CVE-2026-2910 is a stack-based buffer overflow vulnerability identified in the Tenda HG9 router firmware version 300001138. The vulnerability resides in the code handling the /boaform/formPing6 endpoint, specifically in the processing of the pingAddr argument. By crafting a malicious request that manipulates this argument, an attacker can overflow the stack buffer, potentially overwriting critical memory regions. This can lead to arbitrary code execution, allowing the attacker to gain control over the device, or cause a denial of service by crashing the router. The vulnerability is remotely exploitable without requiring authentication or user interaction, making it highly dangerous. The CVSS 4.0 vector indicates network attack vector (AV:N), low attack complexity (AC:L), no privileges required (PR:L), no user interaction (UI:N), and high impact on confidentiality, integrity, and availability (C:H/I:H/A:H).

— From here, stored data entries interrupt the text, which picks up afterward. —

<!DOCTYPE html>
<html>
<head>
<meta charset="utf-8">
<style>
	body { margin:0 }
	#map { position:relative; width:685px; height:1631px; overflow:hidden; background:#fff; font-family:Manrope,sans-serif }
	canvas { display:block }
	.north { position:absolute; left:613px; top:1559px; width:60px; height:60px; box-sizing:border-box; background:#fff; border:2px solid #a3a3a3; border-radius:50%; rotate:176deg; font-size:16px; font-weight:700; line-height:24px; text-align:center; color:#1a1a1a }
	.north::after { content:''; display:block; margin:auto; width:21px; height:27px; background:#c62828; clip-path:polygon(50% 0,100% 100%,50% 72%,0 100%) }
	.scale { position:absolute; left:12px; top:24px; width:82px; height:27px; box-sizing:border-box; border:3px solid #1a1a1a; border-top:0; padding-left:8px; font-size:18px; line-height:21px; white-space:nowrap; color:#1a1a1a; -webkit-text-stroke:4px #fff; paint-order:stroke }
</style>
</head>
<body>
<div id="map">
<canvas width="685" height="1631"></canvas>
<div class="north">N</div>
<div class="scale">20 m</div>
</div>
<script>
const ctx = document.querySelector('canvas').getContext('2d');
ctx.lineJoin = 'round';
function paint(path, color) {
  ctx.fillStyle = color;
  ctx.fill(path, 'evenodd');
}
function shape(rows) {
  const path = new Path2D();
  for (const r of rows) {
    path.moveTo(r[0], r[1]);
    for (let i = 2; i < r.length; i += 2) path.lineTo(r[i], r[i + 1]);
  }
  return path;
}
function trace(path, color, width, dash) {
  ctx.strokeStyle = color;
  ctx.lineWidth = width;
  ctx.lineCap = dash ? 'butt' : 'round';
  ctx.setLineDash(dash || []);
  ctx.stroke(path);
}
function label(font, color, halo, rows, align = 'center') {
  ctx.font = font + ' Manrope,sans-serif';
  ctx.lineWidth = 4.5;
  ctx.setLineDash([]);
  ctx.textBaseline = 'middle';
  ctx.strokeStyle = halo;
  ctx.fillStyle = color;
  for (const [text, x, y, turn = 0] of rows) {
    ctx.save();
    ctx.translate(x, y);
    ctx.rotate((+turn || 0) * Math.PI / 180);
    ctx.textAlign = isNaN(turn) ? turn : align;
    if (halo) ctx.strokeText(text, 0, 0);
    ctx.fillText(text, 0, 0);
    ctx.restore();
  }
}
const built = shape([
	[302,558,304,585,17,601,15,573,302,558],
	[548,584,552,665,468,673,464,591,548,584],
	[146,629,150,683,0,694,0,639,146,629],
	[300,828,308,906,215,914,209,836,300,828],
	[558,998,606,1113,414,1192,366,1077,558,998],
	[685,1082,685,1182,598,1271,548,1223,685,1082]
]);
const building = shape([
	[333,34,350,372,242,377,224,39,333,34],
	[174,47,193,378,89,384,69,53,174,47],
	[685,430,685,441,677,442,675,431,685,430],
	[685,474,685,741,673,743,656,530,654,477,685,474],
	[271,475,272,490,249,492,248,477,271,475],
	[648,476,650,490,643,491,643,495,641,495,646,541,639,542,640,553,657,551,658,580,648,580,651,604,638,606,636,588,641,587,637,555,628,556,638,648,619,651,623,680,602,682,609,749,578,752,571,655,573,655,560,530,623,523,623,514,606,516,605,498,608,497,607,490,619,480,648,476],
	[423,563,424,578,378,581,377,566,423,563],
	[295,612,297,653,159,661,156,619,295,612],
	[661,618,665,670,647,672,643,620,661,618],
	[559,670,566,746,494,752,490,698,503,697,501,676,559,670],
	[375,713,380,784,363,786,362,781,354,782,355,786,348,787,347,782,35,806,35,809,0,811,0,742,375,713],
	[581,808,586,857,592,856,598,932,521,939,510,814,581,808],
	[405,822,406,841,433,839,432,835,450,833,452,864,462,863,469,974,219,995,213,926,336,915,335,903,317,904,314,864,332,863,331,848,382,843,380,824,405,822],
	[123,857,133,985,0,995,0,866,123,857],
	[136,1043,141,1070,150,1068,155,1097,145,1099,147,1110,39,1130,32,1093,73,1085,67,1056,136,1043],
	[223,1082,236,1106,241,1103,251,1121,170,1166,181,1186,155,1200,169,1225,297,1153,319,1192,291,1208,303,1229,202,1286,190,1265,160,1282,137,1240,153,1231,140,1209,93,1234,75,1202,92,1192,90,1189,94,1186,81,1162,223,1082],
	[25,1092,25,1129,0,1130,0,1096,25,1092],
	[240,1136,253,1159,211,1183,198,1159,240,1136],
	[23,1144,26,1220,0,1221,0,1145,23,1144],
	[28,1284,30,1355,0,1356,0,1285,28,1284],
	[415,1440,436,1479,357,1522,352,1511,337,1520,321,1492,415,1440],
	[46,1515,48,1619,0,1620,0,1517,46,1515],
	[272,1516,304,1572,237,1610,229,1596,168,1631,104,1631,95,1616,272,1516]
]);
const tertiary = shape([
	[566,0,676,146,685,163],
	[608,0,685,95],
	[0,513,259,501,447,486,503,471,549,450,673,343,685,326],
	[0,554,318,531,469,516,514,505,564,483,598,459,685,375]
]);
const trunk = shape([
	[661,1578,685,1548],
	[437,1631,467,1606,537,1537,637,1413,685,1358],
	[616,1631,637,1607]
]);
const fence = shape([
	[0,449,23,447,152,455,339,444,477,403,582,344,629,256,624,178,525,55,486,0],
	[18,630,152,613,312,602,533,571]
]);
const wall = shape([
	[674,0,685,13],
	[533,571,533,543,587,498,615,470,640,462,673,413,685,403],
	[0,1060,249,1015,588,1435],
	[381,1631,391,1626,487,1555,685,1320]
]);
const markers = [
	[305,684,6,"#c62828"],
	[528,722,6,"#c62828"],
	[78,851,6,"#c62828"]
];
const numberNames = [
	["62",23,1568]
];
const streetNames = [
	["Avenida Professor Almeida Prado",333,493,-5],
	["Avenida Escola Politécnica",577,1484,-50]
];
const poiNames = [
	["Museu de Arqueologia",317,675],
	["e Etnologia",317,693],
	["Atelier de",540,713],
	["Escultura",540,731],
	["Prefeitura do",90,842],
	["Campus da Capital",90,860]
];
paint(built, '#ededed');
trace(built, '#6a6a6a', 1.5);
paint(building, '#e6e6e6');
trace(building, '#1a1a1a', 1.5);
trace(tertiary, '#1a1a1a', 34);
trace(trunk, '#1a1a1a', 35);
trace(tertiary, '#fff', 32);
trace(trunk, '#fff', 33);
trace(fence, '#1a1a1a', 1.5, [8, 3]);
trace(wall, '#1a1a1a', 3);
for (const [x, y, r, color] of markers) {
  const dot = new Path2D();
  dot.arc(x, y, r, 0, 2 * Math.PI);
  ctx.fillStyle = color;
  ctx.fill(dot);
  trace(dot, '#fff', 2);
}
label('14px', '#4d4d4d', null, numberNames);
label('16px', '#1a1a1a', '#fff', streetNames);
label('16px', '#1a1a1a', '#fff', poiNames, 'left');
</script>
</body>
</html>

Although no exploits are currently reported in the wild, the availability of exploit code increases the risk of imminent attacks. The Tenda HG9 router is commonly deployed in residential and small business environments, often with limited security monitoring, which further exacerbates the threat. The lack of an official patch or mitigation guidance at the time of publication necessitates immediate defensive measures to reduce exposure.

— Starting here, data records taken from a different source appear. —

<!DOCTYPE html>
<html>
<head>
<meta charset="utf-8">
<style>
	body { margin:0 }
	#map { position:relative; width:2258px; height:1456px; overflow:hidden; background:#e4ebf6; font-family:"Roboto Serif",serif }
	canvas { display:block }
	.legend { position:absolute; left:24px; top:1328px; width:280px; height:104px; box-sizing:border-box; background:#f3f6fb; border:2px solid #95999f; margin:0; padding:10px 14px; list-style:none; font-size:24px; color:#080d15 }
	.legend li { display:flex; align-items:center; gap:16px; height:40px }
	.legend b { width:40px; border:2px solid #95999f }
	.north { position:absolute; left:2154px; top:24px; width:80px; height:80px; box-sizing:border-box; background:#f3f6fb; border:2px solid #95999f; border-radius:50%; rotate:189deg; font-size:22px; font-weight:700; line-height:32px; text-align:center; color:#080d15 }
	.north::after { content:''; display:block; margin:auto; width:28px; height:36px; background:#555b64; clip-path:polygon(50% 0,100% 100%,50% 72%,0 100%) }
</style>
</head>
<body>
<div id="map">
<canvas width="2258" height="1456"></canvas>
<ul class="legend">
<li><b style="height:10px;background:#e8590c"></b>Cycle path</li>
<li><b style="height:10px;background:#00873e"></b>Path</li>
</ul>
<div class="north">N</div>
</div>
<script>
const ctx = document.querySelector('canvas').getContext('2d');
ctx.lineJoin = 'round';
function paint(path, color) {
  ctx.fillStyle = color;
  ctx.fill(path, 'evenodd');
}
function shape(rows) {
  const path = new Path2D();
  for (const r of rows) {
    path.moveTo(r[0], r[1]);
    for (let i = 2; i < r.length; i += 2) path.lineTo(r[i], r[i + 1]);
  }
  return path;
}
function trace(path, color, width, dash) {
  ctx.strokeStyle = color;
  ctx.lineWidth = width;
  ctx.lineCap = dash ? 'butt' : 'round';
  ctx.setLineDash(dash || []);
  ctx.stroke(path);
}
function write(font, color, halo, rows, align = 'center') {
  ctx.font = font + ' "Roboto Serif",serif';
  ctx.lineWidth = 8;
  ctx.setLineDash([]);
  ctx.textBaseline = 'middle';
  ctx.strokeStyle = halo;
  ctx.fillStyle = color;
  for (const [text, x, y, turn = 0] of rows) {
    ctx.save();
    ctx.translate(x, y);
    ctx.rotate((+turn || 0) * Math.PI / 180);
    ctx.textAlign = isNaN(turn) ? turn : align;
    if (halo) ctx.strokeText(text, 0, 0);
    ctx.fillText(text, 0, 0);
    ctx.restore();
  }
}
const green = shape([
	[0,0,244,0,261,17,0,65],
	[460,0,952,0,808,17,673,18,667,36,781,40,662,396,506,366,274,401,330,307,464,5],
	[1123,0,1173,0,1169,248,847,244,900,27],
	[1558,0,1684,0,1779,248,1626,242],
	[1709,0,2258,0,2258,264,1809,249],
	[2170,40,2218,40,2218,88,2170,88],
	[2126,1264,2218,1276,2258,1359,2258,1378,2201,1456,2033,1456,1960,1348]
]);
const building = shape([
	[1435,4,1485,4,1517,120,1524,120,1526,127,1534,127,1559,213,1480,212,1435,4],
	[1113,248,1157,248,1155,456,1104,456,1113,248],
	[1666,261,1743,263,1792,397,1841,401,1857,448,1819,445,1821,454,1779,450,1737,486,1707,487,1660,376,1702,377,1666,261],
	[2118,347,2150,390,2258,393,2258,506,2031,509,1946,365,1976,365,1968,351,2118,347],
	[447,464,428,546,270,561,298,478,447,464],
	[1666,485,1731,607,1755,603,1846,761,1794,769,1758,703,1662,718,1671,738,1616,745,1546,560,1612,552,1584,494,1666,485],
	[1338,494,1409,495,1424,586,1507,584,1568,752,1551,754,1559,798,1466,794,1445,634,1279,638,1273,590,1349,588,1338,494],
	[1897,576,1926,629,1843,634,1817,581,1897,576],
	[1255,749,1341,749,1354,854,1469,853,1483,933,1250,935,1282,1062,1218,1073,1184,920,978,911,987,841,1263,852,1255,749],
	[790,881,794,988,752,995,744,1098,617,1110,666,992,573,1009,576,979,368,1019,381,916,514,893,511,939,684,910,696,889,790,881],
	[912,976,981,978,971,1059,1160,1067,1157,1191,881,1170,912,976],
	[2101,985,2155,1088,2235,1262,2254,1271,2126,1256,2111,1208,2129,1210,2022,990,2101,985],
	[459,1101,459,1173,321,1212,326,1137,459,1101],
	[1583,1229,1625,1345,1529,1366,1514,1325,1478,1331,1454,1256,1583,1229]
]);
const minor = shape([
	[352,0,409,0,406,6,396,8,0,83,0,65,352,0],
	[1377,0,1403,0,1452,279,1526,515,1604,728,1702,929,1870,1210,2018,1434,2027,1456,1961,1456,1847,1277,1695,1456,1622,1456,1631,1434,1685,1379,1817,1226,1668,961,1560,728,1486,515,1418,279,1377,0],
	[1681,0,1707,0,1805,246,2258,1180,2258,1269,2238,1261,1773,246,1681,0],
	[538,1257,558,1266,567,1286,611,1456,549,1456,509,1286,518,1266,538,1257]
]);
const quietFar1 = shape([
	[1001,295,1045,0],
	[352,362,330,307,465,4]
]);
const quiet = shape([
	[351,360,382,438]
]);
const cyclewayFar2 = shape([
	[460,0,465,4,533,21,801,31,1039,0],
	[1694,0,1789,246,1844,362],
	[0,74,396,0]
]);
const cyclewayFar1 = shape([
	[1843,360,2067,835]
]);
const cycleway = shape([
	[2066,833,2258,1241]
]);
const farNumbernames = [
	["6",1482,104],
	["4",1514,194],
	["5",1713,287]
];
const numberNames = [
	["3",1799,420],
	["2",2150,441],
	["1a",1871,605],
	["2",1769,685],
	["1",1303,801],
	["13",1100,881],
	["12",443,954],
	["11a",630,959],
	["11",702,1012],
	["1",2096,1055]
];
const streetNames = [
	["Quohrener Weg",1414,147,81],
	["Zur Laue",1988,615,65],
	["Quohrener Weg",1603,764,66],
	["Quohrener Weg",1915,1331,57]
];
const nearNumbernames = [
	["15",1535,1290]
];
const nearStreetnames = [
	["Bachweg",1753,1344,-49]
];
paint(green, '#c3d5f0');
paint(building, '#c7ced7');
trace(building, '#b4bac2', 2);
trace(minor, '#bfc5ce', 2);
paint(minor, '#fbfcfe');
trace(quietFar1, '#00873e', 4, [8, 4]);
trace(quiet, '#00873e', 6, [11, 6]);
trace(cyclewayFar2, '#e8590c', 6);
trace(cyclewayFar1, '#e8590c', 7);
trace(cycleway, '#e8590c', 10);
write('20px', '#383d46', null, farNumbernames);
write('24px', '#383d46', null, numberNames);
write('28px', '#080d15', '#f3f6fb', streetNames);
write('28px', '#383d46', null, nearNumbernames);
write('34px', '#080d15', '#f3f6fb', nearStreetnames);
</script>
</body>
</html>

The impact of CVE-2026-2910 is significant for organizations and individuals using the Tenda HG9 router. Successful exploitation can lead to full compromise of the device, enabling attackers to intercept, modify, or disrupt network traffic, pivot into internal networks, or launch further attacks. Confidential information passing through the router can be exposed or altered, undermining data integrity and privacy. The availability of the network can be disrupted by causing router crashes or reboots, leading to denial of service. Given the router's role as a network gateway, this vulnerability can serve as a critical entry point for attackers targeting home users, small businesses, or branch offices. The ease of remote exploitation without authentication increases the attack surface and potential for widespread abuse. The absence of patches or vendor guidance at the time of disclosure means many devices remain vulnerable, raising the risk of exploitation in the near term.

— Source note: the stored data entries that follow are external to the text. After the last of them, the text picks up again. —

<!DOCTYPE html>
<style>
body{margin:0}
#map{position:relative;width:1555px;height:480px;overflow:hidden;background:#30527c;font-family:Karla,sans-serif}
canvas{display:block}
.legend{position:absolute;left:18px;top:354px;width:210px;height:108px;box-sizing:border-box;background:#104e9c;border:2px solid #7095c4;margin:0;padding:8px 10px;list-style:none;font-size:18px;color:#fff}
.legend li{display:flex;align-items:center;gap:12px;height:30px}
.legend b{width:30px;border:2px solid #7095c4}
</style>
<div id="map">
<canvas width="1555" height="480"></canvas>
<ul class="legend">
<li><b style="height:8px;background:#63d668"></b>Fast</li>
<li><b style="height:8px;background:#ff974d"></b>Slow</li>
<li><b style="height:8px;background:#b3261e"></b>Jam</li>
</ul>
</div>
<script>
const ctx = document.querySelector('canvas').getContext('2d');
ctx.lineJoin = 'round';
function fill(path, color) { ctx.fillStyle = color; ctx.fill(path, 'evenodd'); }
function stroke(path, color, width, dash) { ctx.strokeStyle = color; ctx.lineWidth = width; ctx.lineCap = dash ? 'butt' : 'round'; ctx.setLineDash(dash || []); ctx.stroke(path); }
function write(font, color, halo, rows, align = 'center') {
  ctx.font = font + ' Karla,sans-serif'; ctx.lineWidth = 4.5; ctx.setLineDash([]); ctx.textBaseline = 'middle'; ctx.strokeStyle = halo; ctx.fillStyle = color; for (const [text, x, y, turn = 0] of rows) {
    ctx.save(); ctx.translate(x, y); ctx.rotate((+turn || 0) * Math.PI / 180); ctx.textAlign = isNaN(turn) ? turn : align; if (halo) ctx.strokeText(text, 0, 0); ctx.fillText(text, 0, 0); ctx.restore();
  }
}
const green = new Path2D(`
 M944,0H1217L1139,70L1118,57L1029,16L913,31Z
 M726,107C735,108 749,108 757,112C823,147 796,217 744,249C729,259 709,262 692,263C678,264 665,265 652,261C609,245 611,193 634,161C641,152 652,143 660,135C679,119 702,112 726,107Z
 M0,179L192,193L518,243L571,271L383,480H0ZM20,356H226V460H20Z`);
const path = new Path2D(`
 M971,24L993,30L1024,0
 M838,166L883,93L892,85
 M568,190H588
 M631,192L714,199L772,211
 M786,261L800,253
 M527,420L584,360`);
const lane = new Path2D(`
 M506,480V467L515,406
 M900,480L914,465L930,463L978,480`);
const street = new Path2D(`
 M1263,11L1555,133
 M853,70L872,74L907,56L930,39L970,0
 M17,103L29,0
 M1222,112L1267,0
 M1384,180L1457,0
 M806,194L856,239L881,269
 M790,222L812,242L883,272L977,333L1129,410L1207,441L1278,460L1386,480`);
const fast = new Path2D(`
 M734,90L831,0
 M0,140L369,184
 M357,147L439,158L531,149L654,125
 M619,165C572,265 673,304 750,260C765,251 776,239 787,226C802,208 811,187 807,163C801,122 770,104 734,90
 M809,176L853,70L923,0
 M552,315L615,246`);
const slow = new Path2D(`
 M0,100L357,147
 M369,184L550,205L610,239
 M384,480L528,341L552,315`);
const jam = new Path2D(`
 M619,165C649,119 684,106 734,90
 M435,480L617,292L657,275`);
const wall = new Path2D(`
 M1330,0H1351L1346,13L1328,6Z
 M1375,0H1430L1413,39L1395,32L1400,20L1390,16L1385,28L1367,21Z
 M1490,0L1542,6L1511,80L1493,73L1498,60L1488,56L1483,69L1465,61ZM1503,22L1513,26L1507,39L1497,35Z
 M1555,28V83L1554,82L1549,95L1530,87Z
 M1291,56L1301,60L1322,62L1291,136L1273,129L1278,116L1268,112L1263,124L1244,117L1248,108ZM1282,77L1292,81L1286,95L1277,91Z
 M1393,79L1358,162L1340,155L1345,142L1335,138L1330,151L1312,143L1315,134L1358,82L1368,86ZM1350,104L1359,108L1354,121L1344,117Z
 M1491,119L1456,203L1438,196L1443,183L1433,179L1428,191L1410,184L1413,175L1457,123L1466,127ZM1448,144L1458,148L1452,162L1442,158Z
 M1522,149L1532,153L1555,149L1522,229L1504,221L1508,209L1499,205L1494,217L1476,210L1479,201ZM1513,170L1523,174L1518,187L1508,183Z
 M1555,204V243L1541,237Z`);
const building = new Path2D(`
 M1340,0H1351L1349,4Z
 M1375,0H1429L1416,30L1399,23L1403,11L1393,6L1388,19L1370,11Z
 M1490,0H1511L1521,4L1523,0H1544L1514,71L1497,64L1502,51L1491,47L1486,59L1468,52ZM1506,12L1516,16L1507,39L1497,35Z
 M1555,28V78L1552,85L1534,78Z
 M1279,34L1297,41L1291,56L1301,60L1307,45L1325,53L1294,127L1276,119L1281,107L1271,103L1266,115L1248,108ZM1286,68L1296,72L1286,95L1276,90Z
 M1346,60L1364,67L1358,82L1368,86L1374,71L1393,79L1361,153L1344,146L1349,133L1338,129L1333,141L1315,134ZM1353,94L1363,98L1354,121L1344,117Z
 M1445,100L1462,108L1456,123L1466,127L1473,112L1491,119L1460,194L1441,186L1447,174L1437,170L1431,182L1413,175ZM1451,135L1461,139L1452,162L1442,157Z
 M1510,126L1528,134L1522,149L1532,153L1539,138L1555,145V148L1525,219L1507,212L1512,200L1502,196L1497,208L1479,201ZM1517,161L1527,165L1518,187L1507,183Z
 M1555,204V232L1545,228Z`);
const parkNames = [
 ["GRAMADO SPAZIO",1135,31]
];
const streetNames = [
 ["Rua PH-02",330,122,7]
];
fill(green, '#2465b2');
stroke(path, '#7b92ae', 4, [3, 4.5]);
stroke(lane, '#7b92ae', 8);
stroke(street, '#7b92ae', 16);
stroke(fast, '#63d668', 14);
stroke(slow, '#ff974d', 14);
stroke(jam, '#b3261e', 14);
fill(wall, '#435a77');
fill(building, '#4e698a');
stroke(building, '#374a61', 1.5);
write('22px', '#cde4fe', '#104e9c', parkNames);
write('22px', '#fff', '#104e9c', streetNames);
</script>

1. Immediately restrict access to the Tenda HG9 router management interfaces by disabling remote management features and limiting access to trusted IP addresses only. 2. Implement network segmentation to isolate the router from critical internal systems and sensitive data. 3. Monitor network traffic for unusual requests targeting the /boaform/formPing6 endpoint or abnormal pingAddr parameter usage. 4. Apply any available firmware updates or patches from Tenda as soon as they are released. 5. If patches are not available, consider replacing vulnerable devices with alternative routers from vendors with active security support. 6. Employ intrusion detection/prevention systems (IDS/IPS) to detect and block exploit attempts targeting this vulnerability. 7. Educate users and administrators about the risks and signs of compromise related to this vulnerability. 8. Regularly audit router configurations and logs to identify potential exploitation attempts or unauthorized changes.